Energy Demand and Energy Efficiency
The agri-environmental indicator ‘energy demand’ describes the demand for energy resources used to run a farm. Non-renewable energy resources, i.e. petroleum, natural gas, uranium, hard coal and lignite, account for the lion’s share.
The agri-environmental indicator ‘energy efficiency’ is calculated from the indicator ‘energy demand’ by dividing the energy demand by the digestible energy (for humans) produced by the farm.
The indicator is calculated according to the so-called life-cycle approach, using the SALCA Life-Cycle Assessment Method
Many resources whose production requires energy are recorded by SAEDN farms
Here, in addition to the direct energy demand on the farm, the demand for the production and transport of imported resources (e.g. energy for the production of mineral fertilisers) is also taken into account. The farm gate constitutes the spatial system boundary for the products considered. For plant production, the temporal calculation begins after the harvest of the previous main crop, and ends with the harvest of the current main crop. For other sectors (e.g. permanent crops, bought-in production resources, animal production), the calendar year serves as the reference period. Energy demand is given with reference to the utilised agricultural area of the farm, allowing the comparison of farms of different sizes.

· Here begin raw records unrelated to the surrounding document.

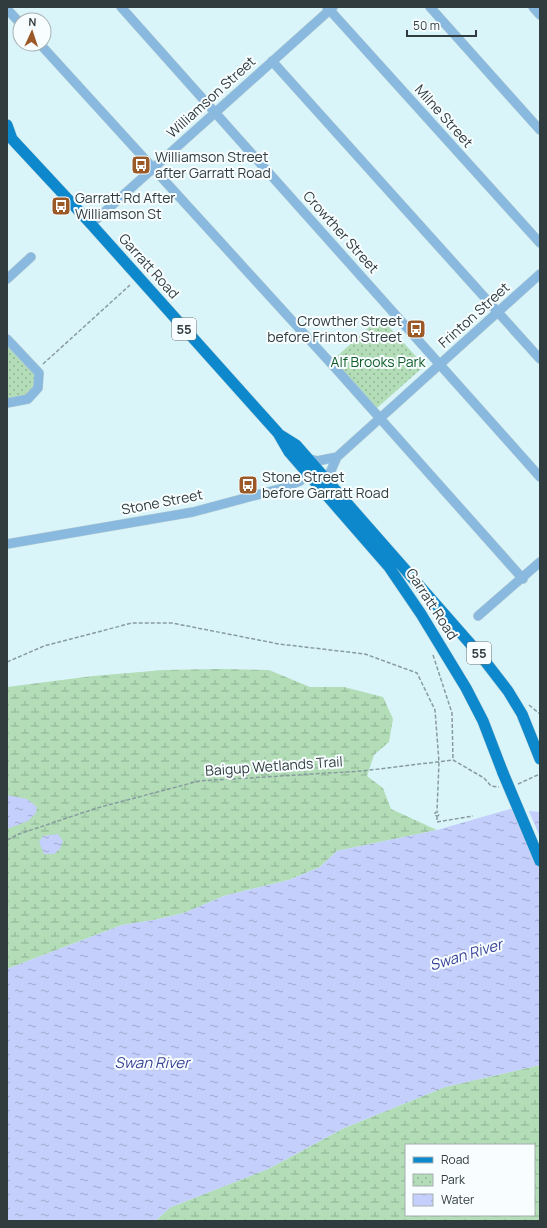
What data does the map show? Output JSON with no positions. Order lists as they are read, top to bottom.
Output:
{
  "streets": {
    "main road": ["Garratt Road", "55"],
    "street": [
      "Williamson Street",
      "Milne Street",
      "Crowther Street",
      "Frinton Street",
      "Stone Street"
    ],
    "path": ["Baigup Wetlands Trail"]
  },
  "crossings": [
    ["Williamson Street", "Milne Street"],
    ["Williamson Street", "Crowther Street"],
    ["Williamson Street", "Garratt Road"],
    ["Crowther Street", "Frinton Street"],
    ["Garratt Road", "Frinton Street"],
    ["Garratt Road", "Stone Street"]
  ],
  "water": ["Swan River"],
  "parks": ["Alf Brooks Park"],
  "places": {
    "bus stop": [
      "Williamson Street after Garratt Road",
      "Garratt Rd After Williamson St",
      "Crowther Street before Frinton Street",
      "Stone Street before Garratt Road"
    ]
  },
  "legend": ["Road", "Park", "Water"],
  "scale_bar": "50 m",
  "north": "top"
}
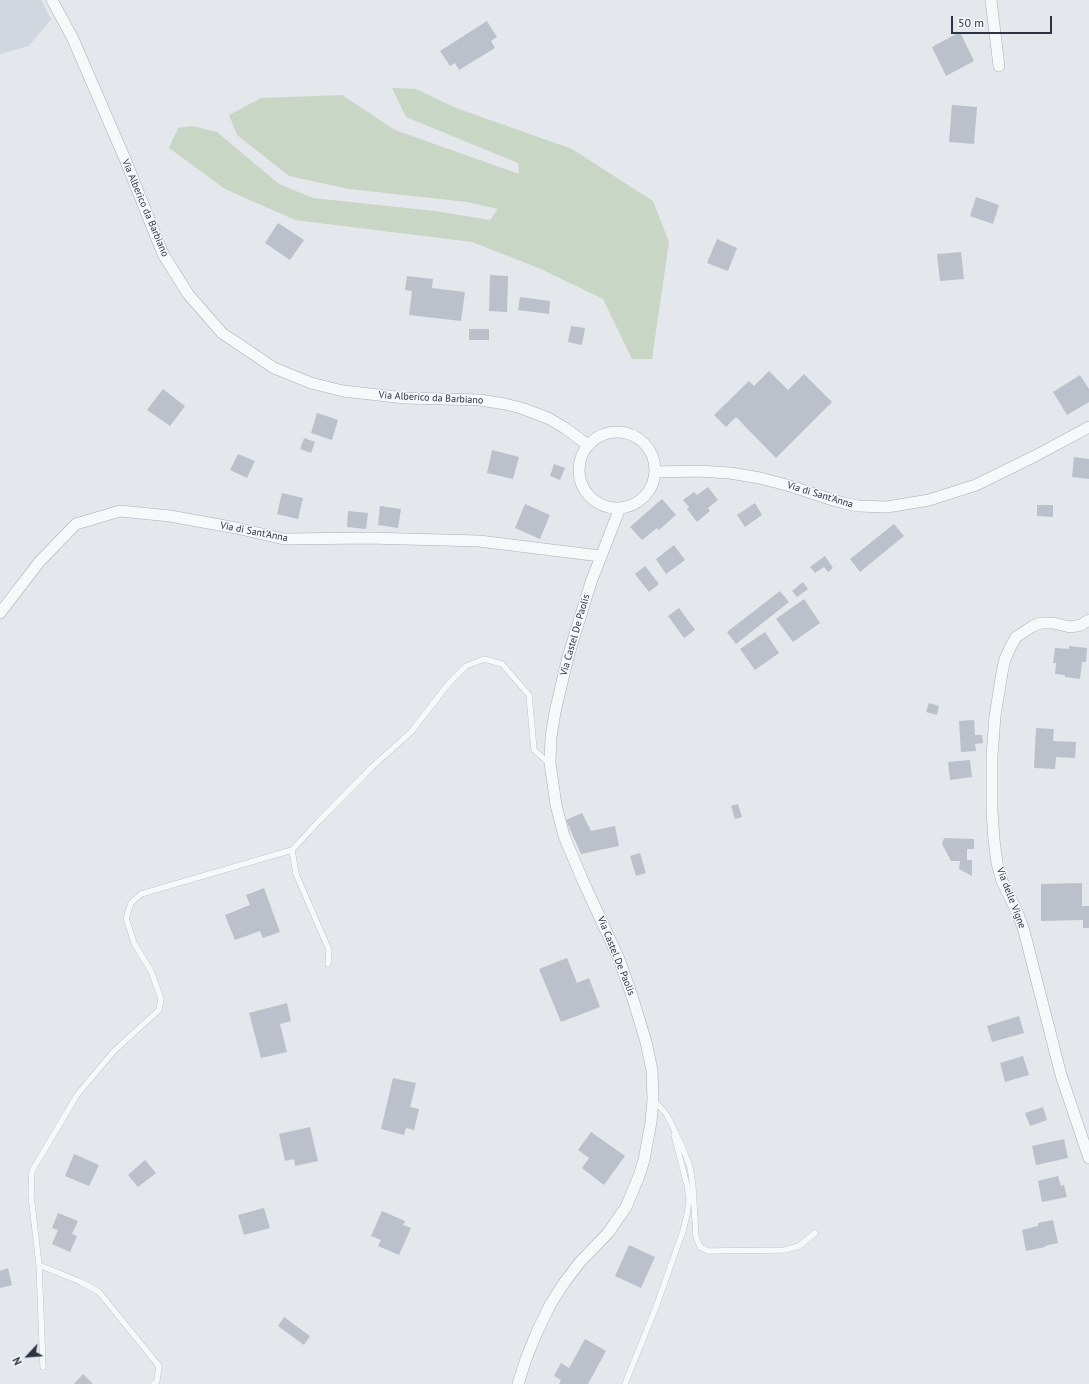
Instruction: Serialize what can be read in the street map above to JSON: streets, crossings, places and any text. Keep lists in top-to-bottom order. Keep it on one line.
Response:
{"streets":{"street":["Via Alberico da Barbiano","Via di Sant'Anna","Via Castel De Paolis","Via delle Vigne"]},"crossings":[["Via Alberico da Barbiano","Via di Sant'Anna"],["Via Alberico da Barbiano","Via Castel De Paolis"],["Via di Sant'Anna","Via Castel De Paolis"]],"scale_bar":"50 m","north":"bottom left"}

Assumptions are made for certain resources whose production requires energy
Among these are: mineral fertilisers, plant protection products, seed and purchased animals. The energy demand of these elements was determined using the SALCA and ecoinvent life-cycle inventories.
Digestible Energy for Humans
Experience shows that infrastructure, machinery and imported feed concentrates account for a large percentage of a farm’s energy demand. Since these are not recorded within the SAEDN, assumptions had to be made about the size of these factors. The relative share of energy demand of infrastructure and machinery is taken from the national statistics. The quantity and composition of the bought-in feed-concentrate mixtures was taken from Agridea’s Gross-Margin Catalogue for each animal category.
The energy demand for these concentrates was then calculated from life-cycle inventory databases for each animal category. The energy-resource demand for concentrates per animal category was estimated in this way for both PEP (Proof of Ecological Performance) and organic farms. For each animal category, these values are multiplied by the number of animals living on the farm.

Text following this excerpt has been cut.